Three Ukrainian Enlighteners


Authors: Pavel Yudin and Mark Rosenthal;
Written: 1949-53;
First published: 1954 in A Short Philosophical Dictionary, fifth edition;
Source: https://filslov.ru/
Translated by: Anton P.


Grigory Skorovoda

Skovoroda Grigory Savvich (1722-1794) – an outstanding Ukrainian philosopher, humanist, democrat and educator, who expressed the protest of the peasant masses against serfdom. After graduating from the Kiev Theological Academy, he was a poetics teacher at the Pereyaslavl Theological Seminary, then at the Kharkov Collegium. For progressive views, he was persecuted. The hostile attitude of the clergy and the ruling classes forced him to give up teaching.

In order to spread his views among the people, he chose the lifestyle of an itinerant philosopher. One of the first in the history of Russian and Ukrainian social thought, Skovoroda, raised the struggle against official religion and dead church scholasticism. He turned to man and his mind, to nature. His philosophical views are contradictory.
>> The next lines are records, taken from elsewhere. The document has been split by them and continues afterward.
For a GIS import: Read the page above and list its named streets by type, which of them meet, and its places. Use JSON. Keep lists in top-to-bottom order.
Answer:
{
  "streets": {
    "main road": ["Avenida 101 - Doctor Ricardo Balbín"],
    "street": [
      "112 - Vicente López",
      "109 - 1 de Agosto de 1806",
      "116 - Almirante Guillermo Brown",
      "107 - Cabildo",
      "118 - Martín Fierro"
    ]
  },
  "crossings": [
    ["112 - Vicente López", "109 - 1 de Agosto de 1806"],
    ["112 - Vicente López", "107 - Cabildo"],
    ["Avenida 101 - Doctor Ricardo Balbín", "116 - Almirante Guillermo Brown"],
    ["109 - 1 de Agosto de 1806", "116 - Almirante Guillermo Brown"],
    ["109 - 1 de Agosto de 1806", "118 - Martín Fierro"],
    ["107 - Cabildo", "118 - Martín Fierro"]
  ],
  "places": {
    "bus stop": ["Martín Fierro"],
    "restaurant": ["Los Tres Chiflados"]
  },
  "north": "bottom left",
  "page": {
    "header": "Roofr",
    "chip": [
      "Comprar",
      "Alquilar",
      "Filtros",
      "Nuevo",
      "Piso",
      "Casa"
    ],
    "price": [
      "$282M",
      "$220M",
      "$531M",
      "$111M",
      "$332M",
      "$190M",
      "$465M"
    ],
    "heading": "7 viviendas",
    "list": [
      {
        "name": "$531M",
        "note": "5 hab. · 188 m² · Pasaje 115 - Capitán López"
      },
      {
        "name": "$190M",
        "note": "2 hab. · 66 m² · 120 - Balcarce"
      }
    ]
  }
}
The main question of philosophy he solved idealistically, recognizing the primary spiritual principle. At the same time, there was a strong materialistic tendency in his worldview. Following Mikhail Lomonosov, he came to the conclusion that matter is eternal in time and infinite in space.

He believed that law prevails in nature. His fluctuations between materialism and idealism took the form of a dualistic theory of three worlds and two natures. He argued that the whole world consists of a macrocosm (nature), a microcosm (man) and a world of symbols (the Bible). Each of them has two natures: an external material and an internal spiritual. Nature consists of many worlds, it is not created by anyone, cannot be destroyed, has no beginning or end, for the end of one is the beginning of another. This is the materialistic tendency of Skovoroda’s philosophy. Skovoroda believed that the world is cognizable, but in order to cognize the macrocosm, one must first know oneself, since the laws of the macro- and microcosm are the same. The other side of his epistemology is ethics: truth is complete in unity with virtue outside of it it is empty and turns into idle curiosity; knowledge and science should serve the people.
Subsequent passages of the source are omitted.